All entries must be set down once more, precisely as given.

=== Study material ===

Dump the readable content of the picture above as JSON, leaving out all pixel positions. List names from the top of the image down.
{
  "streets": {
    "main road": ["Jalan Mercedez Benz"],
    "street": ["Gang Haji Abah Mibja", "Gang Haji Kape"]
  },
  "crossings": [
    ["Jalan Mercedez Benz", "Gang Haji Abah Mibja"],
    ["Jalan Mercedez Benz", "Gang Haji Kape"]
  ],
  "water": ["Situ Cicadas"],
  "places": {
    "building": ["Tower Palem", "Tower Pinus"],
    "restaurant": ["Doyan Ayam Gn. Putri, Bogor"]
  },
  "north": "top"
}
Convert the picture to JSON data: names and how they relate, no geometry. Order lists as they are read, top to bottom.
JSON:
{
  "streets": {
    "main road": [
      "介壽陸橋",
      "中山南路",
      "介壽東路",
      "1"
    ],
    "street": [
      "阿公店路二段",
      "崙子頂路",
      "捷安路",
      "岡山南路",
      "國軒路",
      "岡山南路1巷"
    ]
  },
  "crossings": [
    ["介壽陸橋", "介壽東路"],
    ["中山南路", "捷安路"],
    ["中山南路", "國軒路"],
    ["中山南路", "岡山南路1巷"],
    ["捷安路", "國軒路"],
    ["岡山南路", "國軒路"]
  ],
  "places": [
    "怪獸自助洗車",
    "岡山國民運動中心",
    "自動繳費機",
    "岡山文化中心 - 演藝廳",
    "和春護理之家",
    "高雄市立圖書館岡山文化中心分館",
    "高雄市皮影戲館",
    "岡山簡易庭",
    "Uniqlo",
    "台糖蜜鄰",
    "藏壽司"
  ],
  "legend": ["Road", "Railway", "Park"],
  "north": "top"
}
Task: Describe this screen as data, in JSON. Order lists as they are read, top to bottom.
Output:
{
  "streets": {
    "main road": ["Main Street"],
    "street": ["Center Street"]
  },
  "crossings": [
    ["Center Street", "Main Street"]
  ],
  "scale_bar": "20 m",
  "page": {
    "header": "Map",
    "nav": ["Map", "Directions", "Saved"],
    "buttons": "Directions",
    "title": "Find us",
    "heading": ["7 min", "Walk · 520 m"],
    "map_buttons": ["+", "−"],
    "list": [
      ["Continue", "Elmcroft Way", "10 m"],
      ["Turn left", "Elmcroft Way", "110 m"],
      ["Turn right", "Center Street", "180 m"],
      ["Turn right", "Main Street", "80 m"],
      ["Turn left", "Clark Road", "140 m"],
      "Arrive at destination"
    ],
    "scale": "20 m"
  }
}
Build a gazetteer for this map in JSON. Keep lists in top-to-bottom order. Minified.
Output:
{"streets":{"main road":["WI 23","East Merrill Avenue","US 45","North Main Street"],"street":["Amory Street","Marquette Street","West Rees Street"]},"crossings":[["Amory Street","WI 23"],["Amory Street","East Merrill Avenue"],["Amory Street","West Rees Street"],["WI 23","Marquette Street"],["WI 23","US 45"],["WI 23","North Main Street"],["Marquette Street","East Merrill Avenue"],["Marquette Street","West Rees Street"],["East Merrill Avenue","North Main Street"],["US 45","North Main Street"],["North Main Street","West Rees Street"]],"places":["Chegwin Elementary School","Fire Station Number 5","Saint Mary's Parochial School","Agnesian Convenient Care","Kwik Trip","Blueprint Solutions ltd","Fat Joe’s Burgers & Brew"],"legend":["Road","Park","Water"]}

===

--- Answer area ---
Dump the readable content of the picture above as JSON, leaving out all pixel positions. List names from the top of the image down.
{
  "streets": {
    "main road": ["Jalan Mercedez Benz"],
    "street": ["Gang Haji Abah Mibja", "Gang Haji Kape"]
  },
  "crossings": [
    ["Jalan Mercedez Benz", "Gang Haji Abah Mibja"],
    ["Jalan Mercedez Benz", "Gang Haji Kape"]
  ],
  "water": ["Situ Cicadas"],
  "places": {
    "building": ["Tower Palem", "Tower Pinus"],
    "restaurant": ["Doyan Ayam Gn. Putri, Bogor"]
  },
  "north": "top"
}
Convert the picture to JSON data: names and how they relate, no geometry. Order lists as they are read, top to bottom.
JSON:
{
  "streets": {
    "main road": [
      "介壽陸橋",
      "中山南路",
      "介壽東路",
      "1"
    ],
    "street": [
      "阿公店路二段",
      "崙子頂路",
      "捷安路",
      "岡山南路",
      "國軒路",
      "岡山南路1巷"
    ]
  },
  "crossings": [
    ["介壽陸橋", "介壽東路"],
    ["中山南路", "捷安路"],
    ["中山南路", "國軒路"],
    ["中山南路", "岡山南路1巷"],
    ["捷安路", "國軒路"],
    ["岡山南路", "國軒路"]
  ],
  "places": [
    "怪獸自助洗車",
    "岡山國民運動中心",
    "自動繳費機",
    "岡山文化中心 - 演藝廳",
    "和春護理之家",
    "高雄市立圖書館岡山文化中心分館",
    "高雄市皮影戲館",
    "岡山簡易庭",
    "Uniqlo",
    "台糖蜜鄰",
    "藏壽司"
  ],
  "legend": ["Road", "Railway", "Park"],
  "north": "top"
}
Task: Describe this screen as data, in JSON. Order lists as they are read, top to bottom.
Output:
{
  "streets": {
    "main road": ["Main Street"],
    "street": ["Center Street"]
  },
  "crossings": [
    ["Center Street", "Main Street"]
  ],
  "scale_bar": "20 m",
  "page": {
    "header": "Map",
    "nav": ["Map", "Directions", "Saved"],
    "buttons": "Directions",
    "title": "Find us",
    "heading": ["7 min", "Walk · 520 m"],
    "map_buttons": ["+", "−"],
    "list": [
      ["Continue", "Elmcroft Way", "10 m"],
      ["Turn left", "Elmcroft Way", "110 m"],
      ["Turn right", "Center Street", "180 m"],
      ["Turn right", "Main Street", "80 m"],
      ["Turn left", "Clark Road", "140 m"],
      "Arrive at destination"
    ],
    "scale": "20 m"
  }
}
Build a gazetteer for this map in JSON. Keep lists in top-to-bottom order. Minified.
Output:
{"streets":{"main road":["WI 23","East Merrill Avenue","US 45","North Main Street"],"street":["Amory Street","Marquette Street","West Rees Street"]},"crossings":[["Amory Street","WI 23"],["Amory Street","East Merrill Avenue"],["Amory Street","West Rees Street"],["WI 23","Marquette Street"],["WI 23","US 45"],["WI 23","North Main Street"],["Marquette Street","East Merrill Avenue"],["Marquette Street","West Rees Street"],["East Merrill Avenue","North Main Street"],["US 45","North Main Street"],["North Main Street","West Rees Street"]],"places":["Chegwin Elementary School","Fire Station Number 5","Saint Mary's Parochial School","Agnesian Convenient Care","Kwik Trip","Blueprint Solutions ltd","Fat Joe’s Burgers & Brew"],"legend":["Road","Park","Water"]}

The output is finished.